The good, the bad and the offbeat: the academy through the lens of the world’s media

July 21, 2016
The week in higher education cartoon (21 July 2016)

She left school with only six O levels, but the Duchess of York has now been appointed a university professor, The Times reported on 13 July. But don’t expect the new “visiting professor of philanthrepreneurship” at the University of Huddersfield to be supervising any PhD students for a while as the title is an honorary one, with no teaching required. It was awarded by Huddersfield, whose chancellor is her ex-husband Prince Andrew, in recognition of the Duchess’ contribution to the institution, which she has visited several times since 2013. The unpaid position would “evolve over time” as the Duchess developed a relationship with faculty and students, Huddersfield said. Indeed, it will probably take at least a few years for Fergie’s academic colleagues to get their tongue round her tongue-twister of an academic title.

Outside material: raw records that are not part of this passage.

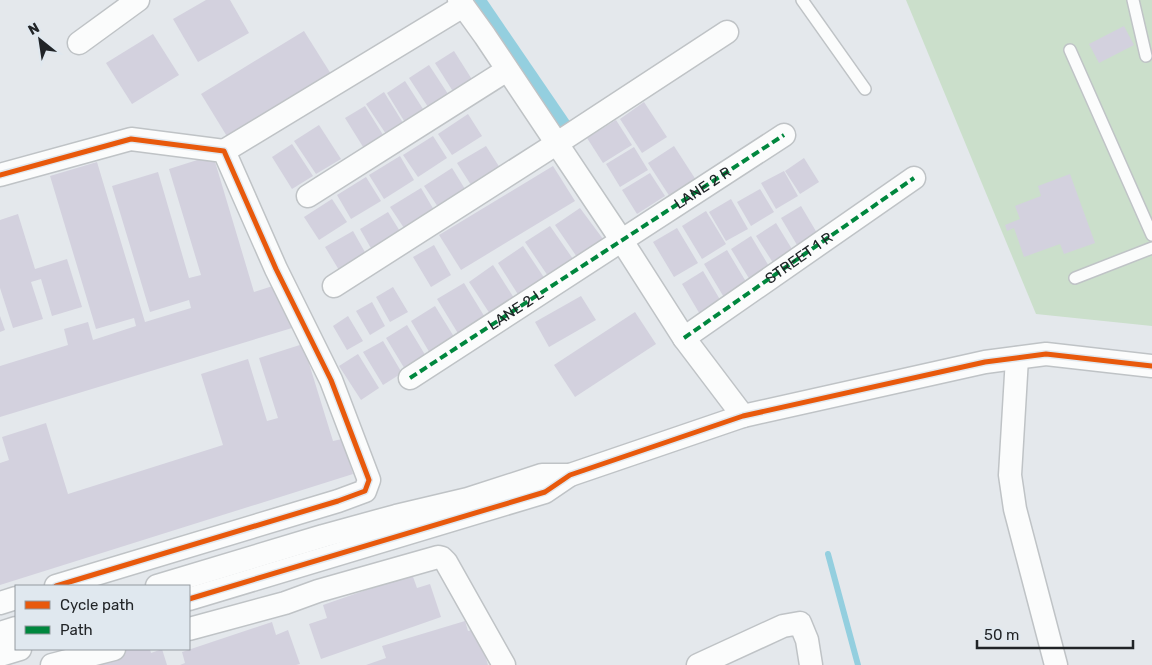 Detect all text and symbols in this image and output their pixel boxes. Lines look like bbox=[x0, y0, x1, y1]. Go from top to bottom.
north arrow bbox=[15, 15, 65, 65]
text: N bbox=[25, 19, 42, 39]
street label: LANE 2 R bbox=[671, 163, 735, 213]
street label: STREET 1 R bbox=[762, 228, 836, 288]
street label: LANE 2 L bbox=[484, 284, 547, 334]
legend bbox=[15, 585, 190, 650]
text: Cycle path bbox=[60, 596, 134, 614]
scale bar bbox=[977, 618, 1133, 650]
text: Path bbox=[60, 621, 93, 639]
text: 50 m bbox=[984, 626, 1019, 644] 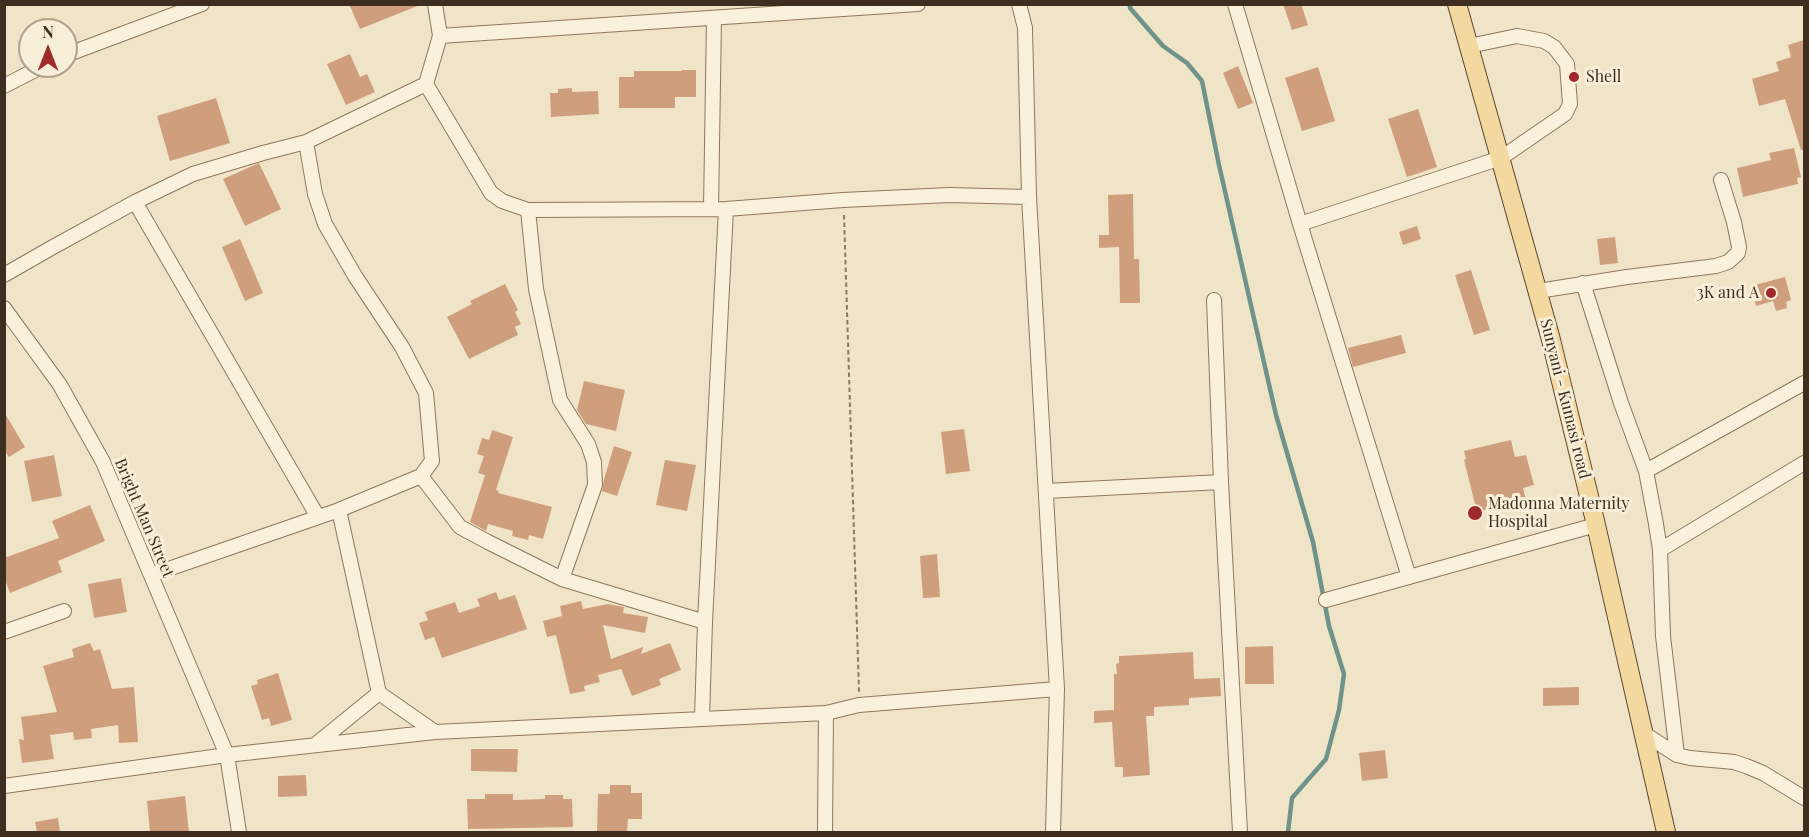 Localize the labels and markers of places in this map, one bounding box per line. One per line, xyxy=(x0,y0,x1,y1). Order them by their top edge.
place label: Shell xyxy=(1586,67,1621,87)
marker: Shell xyxy=(1567,70,1581,84)
place label: 3K and A xyxy=(1696,283,1759,303)
marker: 3K and A xyxy=(1764,286,1778,300)
place label: Madonna Maternity Hospital xyxy=(1488,494,1630,532)
marker: Madonna Maternity Hospital xyxy=(1466,504,1484,522) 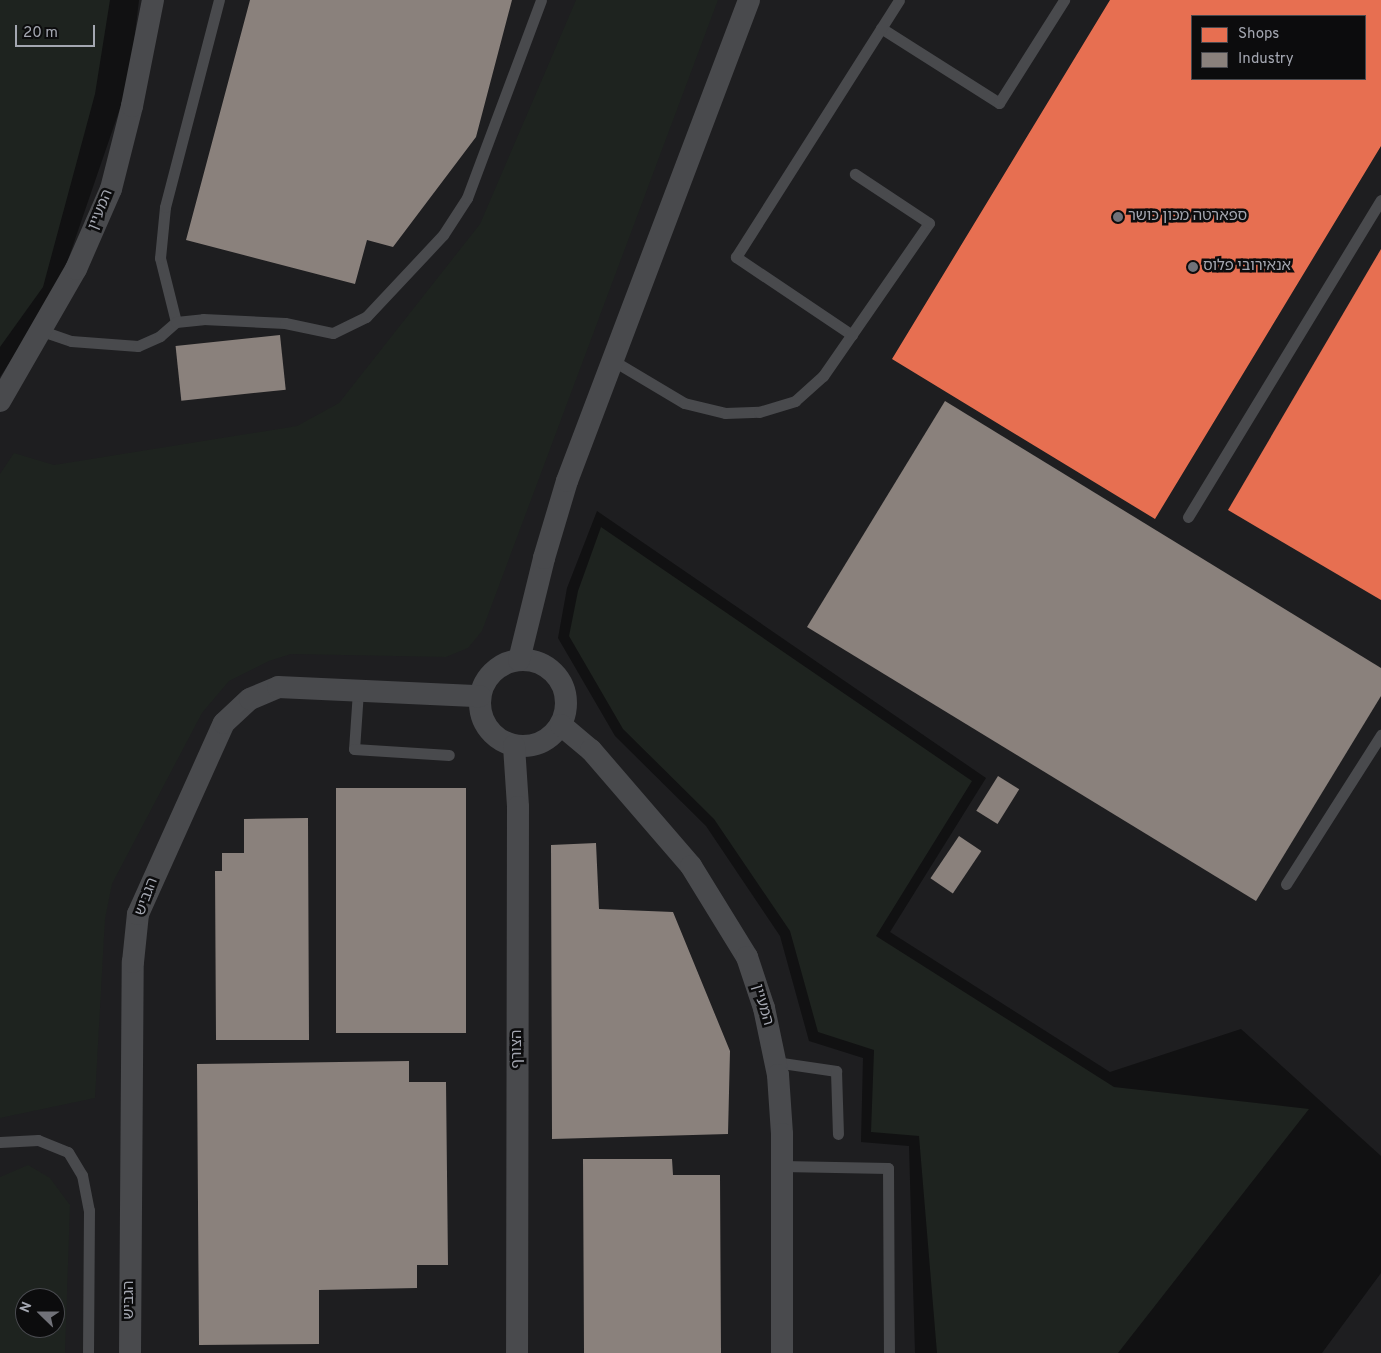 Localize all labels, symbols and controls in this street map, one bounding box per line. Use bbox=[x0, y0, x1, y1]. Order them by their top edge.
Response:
scale bar bbox=[18, 15, 98, 47]
legend bbox=[1191, 15, 1366, 80]
text: 20 m bbox=[23, 24, 58, 43]
text: Shops bbox=[1238, 25, 1279, 44]
text: Industry bbox=[1238, 50, 1294, 69]
street label: המעיין bbox=[85, 187, 117, 233]
place label: ספארטה מכון כושר bbox=[1128, 208, 1247, 226]
marker: ספארטה מכון כושר bbox=[1112, 211, 1124, 223]
place label: אנאירובי פלוס bbox=[1203, 258, 1291, 276]
marker: אנאירובי פלוס bbox=[1187, 261, 1199, 273]
street label: הגביש bbox=[132, 876, 162, 918]
street label: המעיין bbox=[748, 982, 776, 1028]
street label: הצורף bbox=[509, 1030, 527, 1068]
street label: הגביש bbox=[121, 1280, 139, 1320]
north arrow bbox=[15, 1288, 65, 1338]
text: N bbox=[17, 1300, 36, 1315]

With ex-Oxford Union president Boris Johnson as the new foreign secretary, Theresa May’s ruthless reshuffle wasn’t all bad news for Oxbridge-educated politicians. However, with fellow Oxonians George Osborne, Michael Gove and Theresa Villiers walking the plank on the new prime minister’s first day in office, Oxbridge’s grip on power appears to have loosened significantly. Only 48 per cent of Cabinet ministers attended either the university of Oxford or Cambridge compared with 64 per cent under David Cameron, BBC News online reported on 14 July. Those to arrive from the “plate glass” universities established in the 1960s include international development secretary Priti Patel (Keele), chief whip Gavin Williamson (Bradford), Brexit minister David Davis (Warwick) and ex-leadership hopeful Andrea Leadsom (also Warwick). Universities will also be keeping a keen eye on what education secretary Justine Greening (Southampton) – now in charge of higher education – has in store for the sector.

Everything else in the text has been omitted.